Elac’s F247 Sapphire is finished with the sumptuous attention to detail. A slim, elegant floorstander boasts an eye-catching front baffle and mirror-like piano black finish. Elac’s signature JET tweeter and a pair of its multifaceted aluminium mid/bass drivers are fitted.
These unusual cones are an aluminium sandwich design with cellulose filling, shaped to reduce unwanted vibrations. The voice-coil is bonded to both the cone neck and the rear aluminium membrane, which Elac claims extends bandwidth. The crossover has its heavyweight coils on a separate board, all wired together with cable from The Chord Company.
The cabinet itself is dual-ported with a large aperture firing straight down into the gap between plinth and cabinet, and another high on the cabinet rear. There’s a solid rubber port bung for fine-tuning the LF response.
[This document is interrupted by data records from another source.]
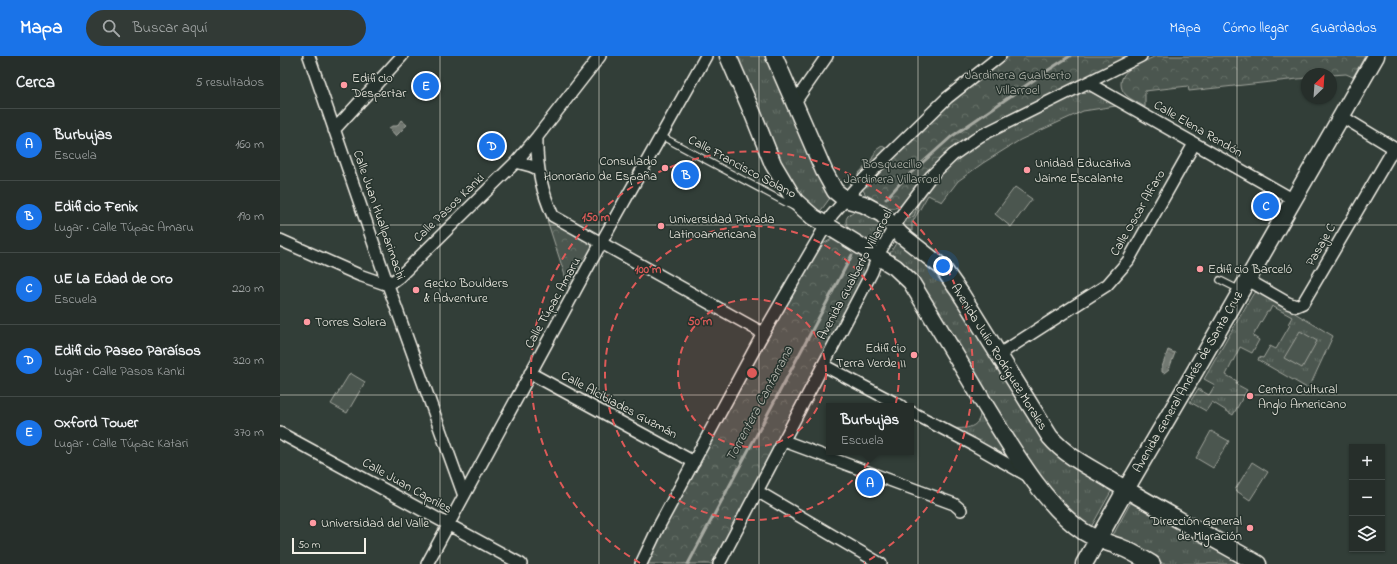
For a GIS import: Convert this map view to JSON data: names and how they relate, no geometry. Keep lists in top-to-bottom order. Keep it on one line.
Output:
{"streets":{"main road":["Avenida Julio Rodríguez Morales","Avenida General Andrés de Santa Cruz"],"street":["Calle Elena Rendón","Calle Pasos Kanki","Calle Oscar Alfaro","Calle Juan Huallparimachi","Pasaje C","Avenida Gualberto Villarroel","Calle Túpac Amaru","Calle Alcibiades Guzmán","Calle Juan Capriles"],"lane":["Calle Francisco Solano"]},"crossings":[["Calle Elena Rendón","Calle Oscar Alfaro"],["Calle Elena Rendón","Avenida Gualberto Villarroel"],["Calle Elena Rendón","Avenida General Andrés de Santa Cruz"],["Calle Francisco Solano","Calle Túpac Amaru"],["Calle Pasos Kanki","Calle Juan Huallparimachi"],["Calle Oscar Alfaro","Avenida Julio Rodríguez Morales"],["Calle Juan Huallparimachi","Calle Túpac Amaru"],["Pasaje C","Avenida General Andrés de Santa Cruz"],["Avenida Gualberto Villarroel","Avenida Julio Rodríguez Morales"],["Calle Túpac Amaru","Calle Alcibiades Guzmán"],["Calle Túpac Amaru","Calle Juan Capriles"],["Avenida Julio Rodríguez Morales","Avenida General Andrés de Santa Cruz"]],"water":["Torrentera Cantarrana"],"parks":["Jardinera Gualberto Villarroel","Bosquecillo Jardinera Villarroel"],"places":["Edificio Despertar","Consulado Honorario de España","Unidad Educativa Jaime Escalante","Universidad Privada Latinoamericana","Edificio Barceló","Gecko Boulders & Adventure","Torres Solera","Edificio Terra Verde II","Centro Cultural Anglo Americano","Universidad del Valle","Dirección General de Migración"],"scale_bar":"50 m","north":"top right","page":{"header":"Mapa","search":"Buscar aquí","nav":["Mapa","Cómo llegar","Guardados"],"heading":["Cerca","5 resultados"],"pins":["E","D","B","C","A"],"list":[{"mark":"A","name":"Burbujas","note":"Escuela","value":"160 m"},{"mark":"B","name":"Edificio Fenix","note":"Lugar · Calle Túpac Amaru","value":"190 m"},{"mark":"C","name":"UE La Edad de Oro","note":"Escuela","value":"220 m"},{"mark":"D","name":"Edificio Paseo Paraísos","note":"Lugar · Calle Pasos Kanki","value":"320 m"},{"mark":"E","name":"Oxford Tower","note":"Lugar · Calle Túpac Katari","value":"370 m"}],"popup":["Burbujas","Escuela"],"map_buttons":["+","−"],"scale":"50 m"},"rings":["150 m","100 m","50 m"]}
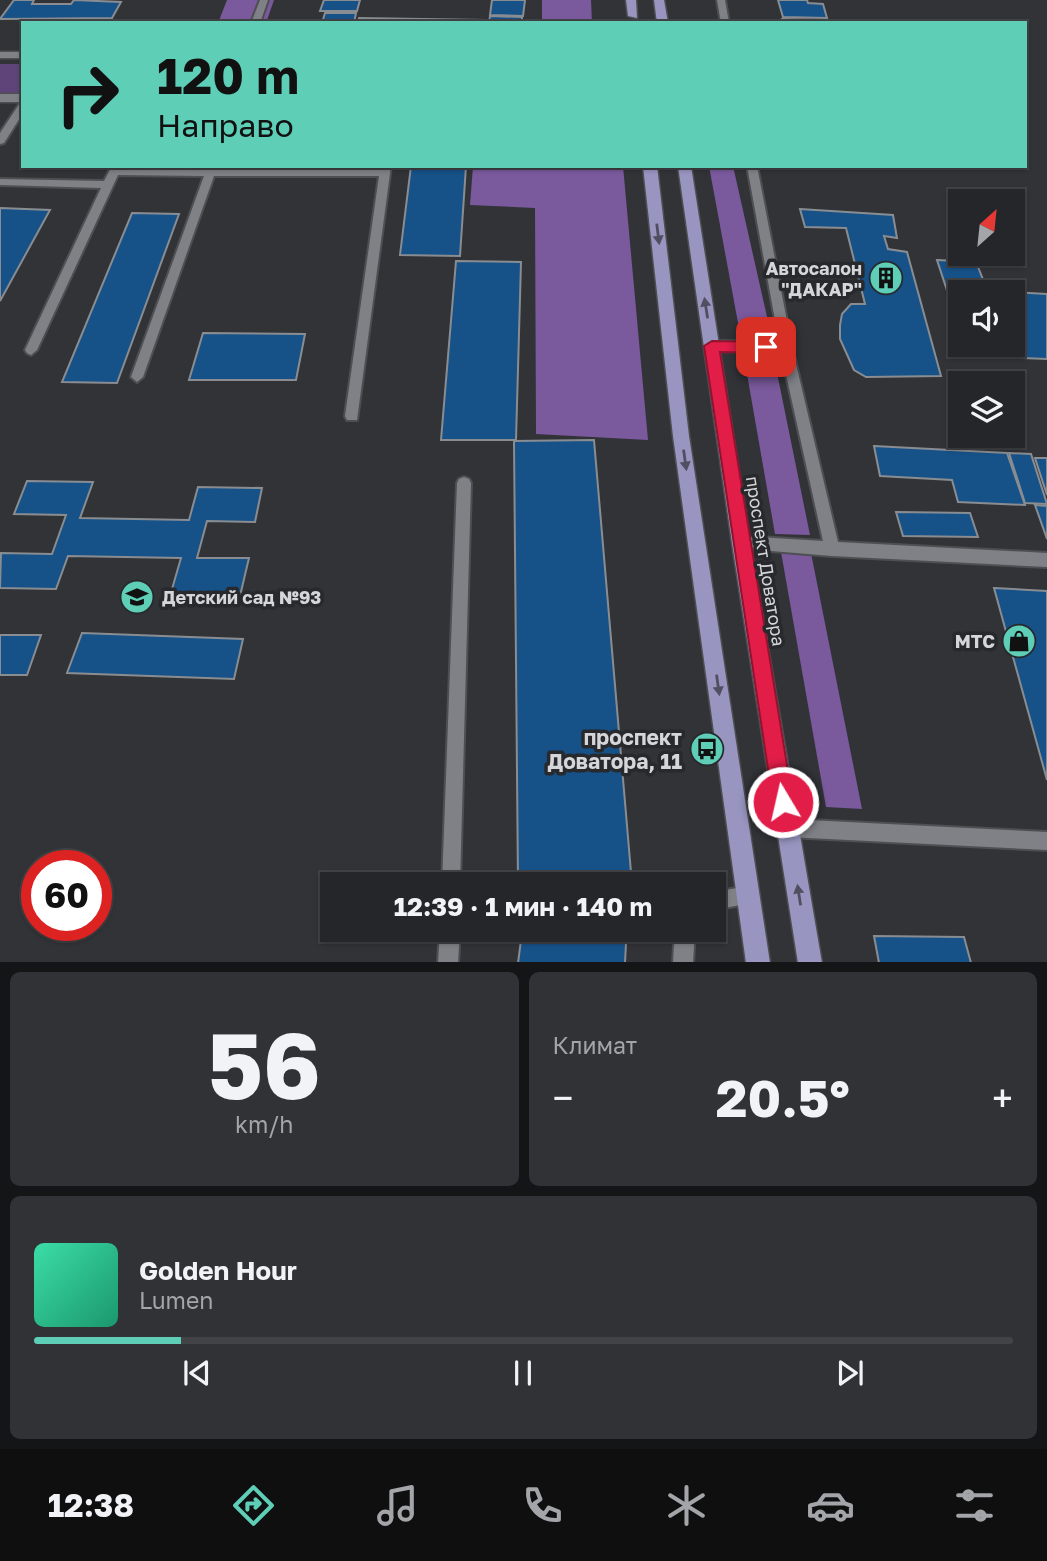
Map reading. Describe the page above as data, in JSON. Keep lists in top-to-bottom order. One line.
{"streets":{"main road":["проспект Доватора"]},"places":{"building":["Автосалон \"ДАКАР\""],"school or university":["Детский сад №93"],"shop":["МТС"],"bus stop":["проспект Доватора, 11"]},"north":"top right","page":{"turn":["120 m","Направо"],"limit":"60","trip":"12:39 · 1 мин · 140 m","tile":[["56","km/h"],"Климат"],"heat":["−","20.5°","+"],"song":["Golden Hour","Lumen"],"tabs":"12:38"}}
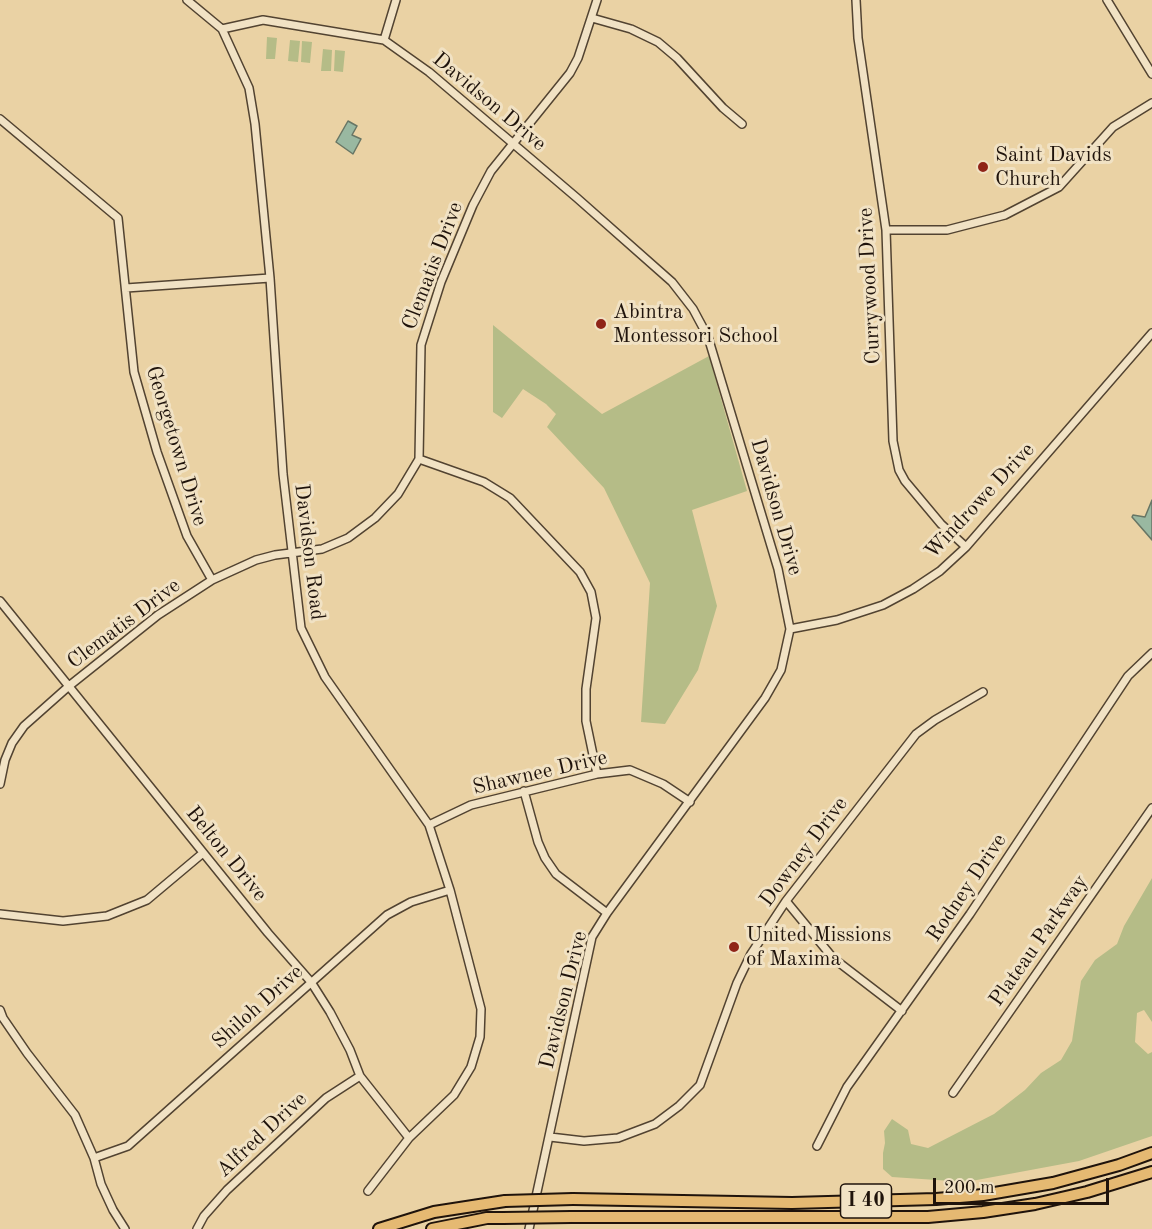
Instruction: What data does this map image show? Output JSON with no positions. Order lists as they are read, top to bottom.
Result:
{
  "streets": {
    "highway": ["I 40"],
    "street": [
      "Davidson Drive",
      "Clematis Drive",
      "Currywood Drive",
      "Georgetown Drive",
      "Windrowe Drive",
      "Davidson Road",
      "Shawnee Drive",
      "Downey Drive",
      "Belton Drive",
      "Rodney Drive",
      "Plateau Parkway",
      "Shiloh Drive",
      "Alfred Drive"
    ]
  },
  "crossings": [
    ["Davidson Drive", "Clematis Drive"],
    ["Davidson Drive", "Windrowe Drive"],
    ["Davidson Drive", "Davidson Road"],
    ["Davidson Drive", "Shawnee Drive"],
    ["Davidson Drive", "Downey Drive"],
    ["Clematis Drive", "Georgetown Drive"],
    ["Clematis Drive", "Davidson Road"],
    ["Clematis Drive", "Belton Drive"],
    ["Currywood Drive", "Windrowe Drive"],
    ["Davidson Road", "Shawnee Drive"],
    ["Davidson Road", "Belton Drive"],
    ["Davidson Road", "Shiloh Drive"],
    ["Belton Drive", "Shiloh Drive"],
    ["Belton Drive", "Alfred Drive"]
  ],
  "places": ["Saint Davids Church", "Abintra Montessori School", "United Missions of Maxima"],
  "scale_bar": "200 m"
}
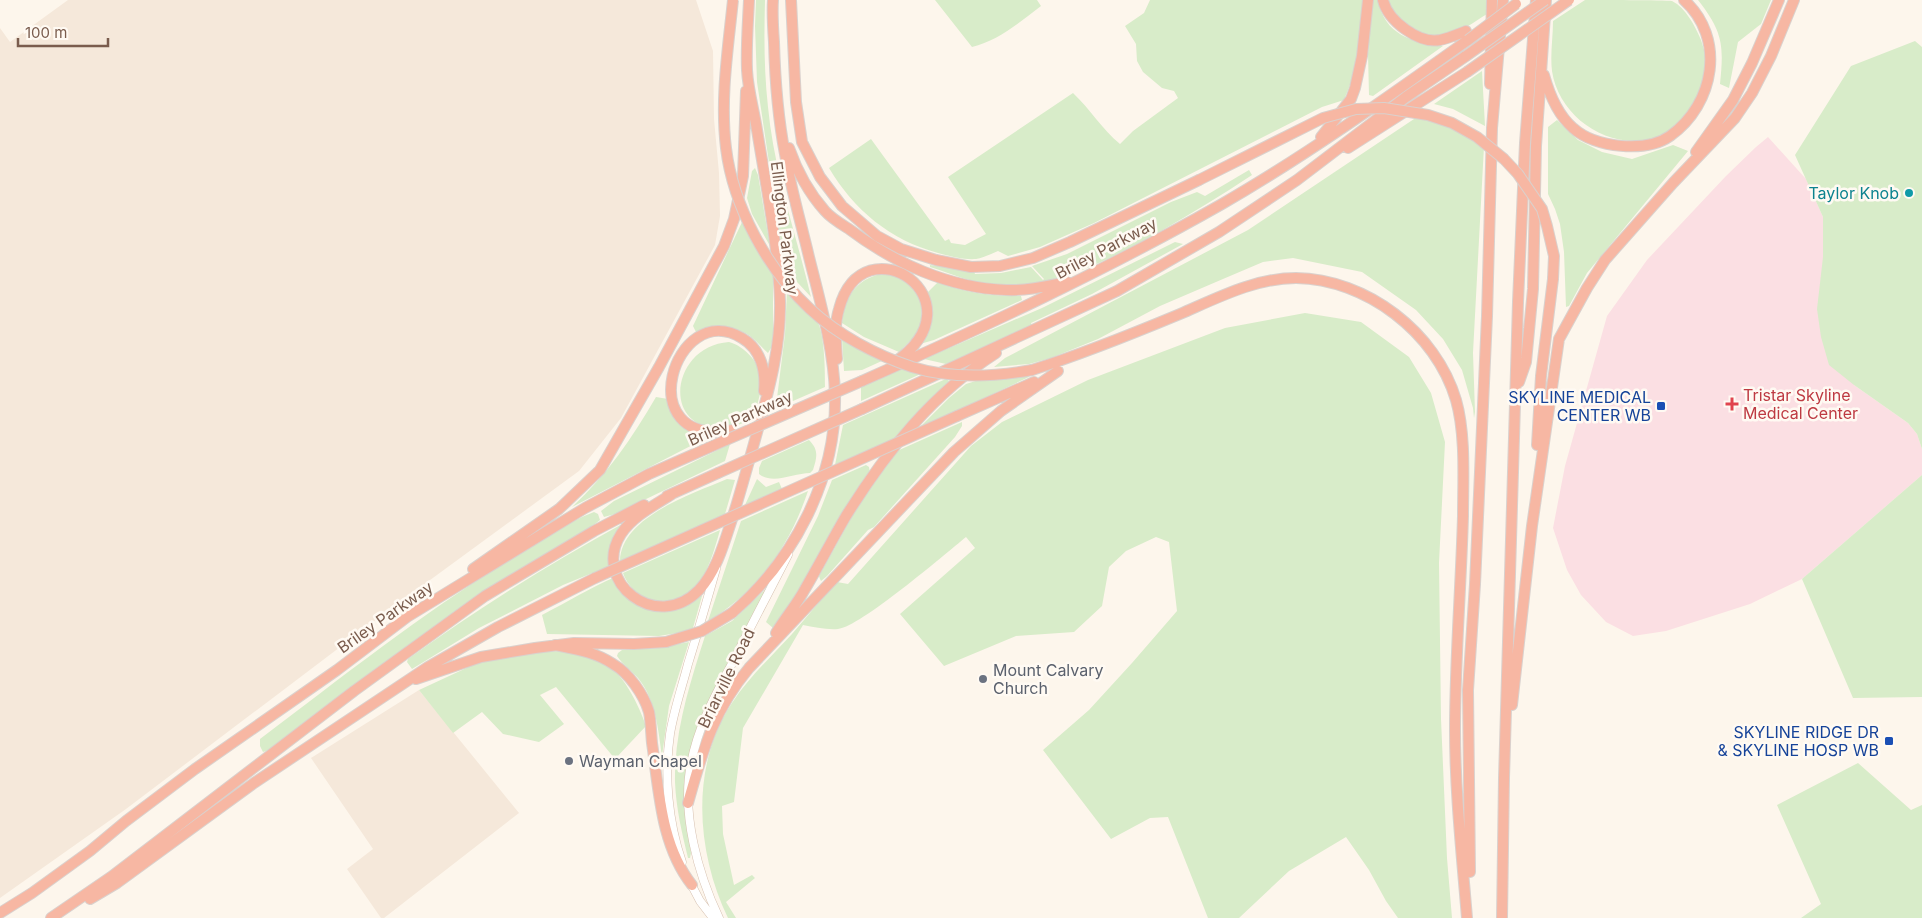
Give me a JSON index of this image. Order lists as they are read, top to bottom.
{
  "streets": {
    "highway": ["Ellington Parkway", "Briley Parkway"],
    "main road": ["Briarville Road"]
  },
  "crossings": [
    ["Ellington Parkway", "Briarville Road"]
  ],
  "places": {
    "other": ["Taylor Knob", "Mount Calvary Church", "Wayman Chapel"],
    "health": ["Tristar Skyline Medical Center"],
    "transit": ["SKYLINE MEDICAL CENTER WB", "SKYLINE RIDGE DR & SKYLINE HOSP WB"]
  },
  "scale_bar": "100 m"
}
Results with this proved highly dependent on the speaker’s room position. Our eventual compromise was to bring the speakers some 1.5m away from the rear walls and leave the bungs out – any closer and there was a slight clouding of the upper bass.
More interesting is the JET tweeter Dispersion Control tuning element. This comprises four metal clips fitted radially around the tweeter to hold in place a velvet-covered foam ‘doughnut’. As the JET tweeter has a very wide horizontal dispersion pattern, this kit is intended for small or very lively rooms where too many sidewall reflections could confuse the image.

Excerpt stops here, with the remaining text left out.